In his State of the Union address, President Obama laid out a plan to help responsible borrowers and support a housing market recovery.
Key aspects of the president’s plan include:
- Broad-based refinancing: The president’s plan will provide borrowers who are current on their payments with an opportunity to refinance and take advantage of historically low interest rates.
- Homeowner Bill of Rights: The president is putting forward a single set of standards to make sure borrowers and lenders play by the same rules, including: Access to a simple mortgage disclosure form, so borrowers understand the loans they are taking out; full disclosure of fees and penalties; guidelines to prevent conflicts of interest that end up hurting homeowners; support to keep responsible families in their homes and out of foreclosure; and protection for families against inappropriate foreclosure, including right of appeal.
- First pilot sale to transition foreclosed property into rental housing: The FHFA, in conjunction with Treasury and HUD, is announcing a pilot sale of foreclosed properties to be transitioned into rental housing.
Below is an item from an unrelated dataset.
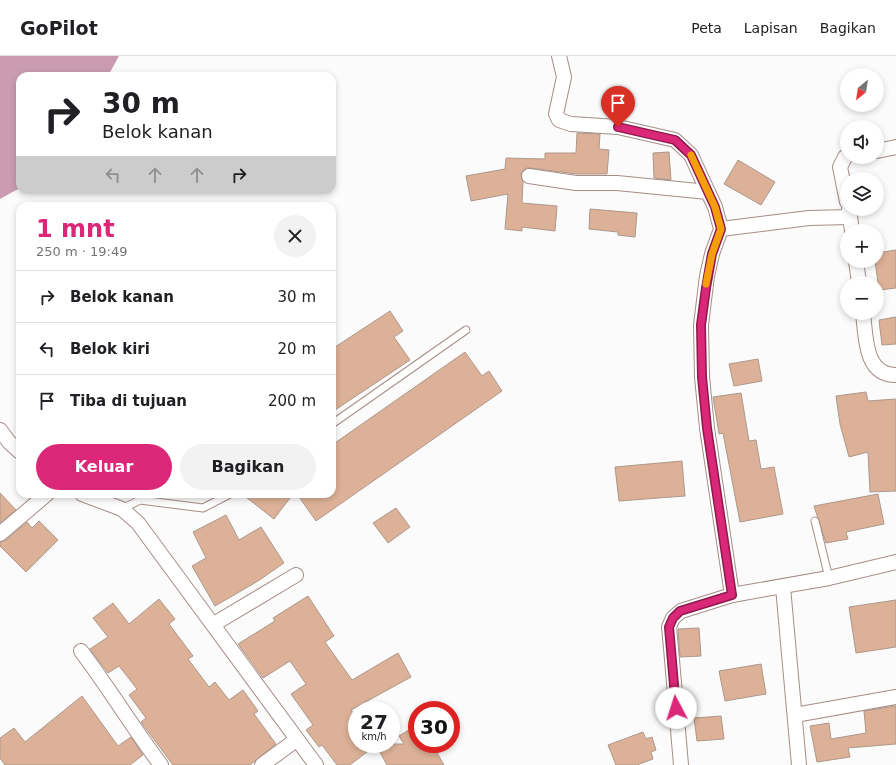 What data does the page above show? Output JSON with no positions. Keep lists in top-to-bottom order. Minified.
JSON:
{"north":"bottom left","page":{"header":"GoPilot","nav":["Peta","Lapisan","Bagikan"],"map_buttons":["+","−"],"turn":["30 m","Belok kanan"],"heading":["1 mnt","250 m · 19:49"],"list":[{"name":"Belok kanan","value":"30 m"},{"name":"Belok kiri","value":"20 m"},{"name":"Tiba di tujuan","value":"200 m"}],"buttons":["Keluar","Bagikan"],"speed":"27 km/h","limit":"30"}}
- Providing a full year of forbearance for borrowers looking for work: Following the administration’s lead, major banks and the GSEs are now providing up to 12 months of forbearance to unemployed borrowers.
- Pursuing a joint investigation into mortgage origination and servicing abuses: This effort marshals new resources to investigate misconduct that contributed to the financial crisis under the leadership of federal and state co-chairs.
- Rehabilitating neighborhoods and reducing foreclosures: In addition to the steps outlined above, the administration is expanding eligibility for HAMP to reduce additional foreclosures, increasing incentives for modifications that help borrowers rebuild equity, and is proposing to put people back to work rehabilitating neighborhoods through Project Rebuild. The above information is taken from the California Association of Realtors’ (C.A.R.) weekly e-newsletter covering vital industry information including economic reports, legislative developments, and new real estate products and services.
Sounds like a good and promising plan to me. But the mortgage market and housing analysts were doubtful that the plan will become a reality this year.
“The goal of the program is good,” said Kevin Stein of the California Reinvestment Coalition. “Whether they can reach the goal is another question.”
Dustin Hobbs of the California Mortgage Bankers Association called the plan “a positive sign,” but unsure what the result would be.
Ed Mills, a financial policy analyst with FBR Capital Markets in Washington, D.C., noted that the proposal to pay for the program with a tax on large banks will likely be dead on arrival at a fiercely partisan Congress in an election year.
Rep. Scott Garrett, R-N.J., head of the House finance subcommittee that overseas Fannie Mae and Freddie Mac, blasted the plan, calling it the “latest salvo of the federal government’s unprecedented expansion into our nation’s housing market.”
Last fall, President Obama made a controversial move by bypassing Congress and moving forward with an executive order to fix housing by issuing the second phase of the Home Affordable Refinance Program (HARP) which eliminates fees and appraisal process, along with other adjustments.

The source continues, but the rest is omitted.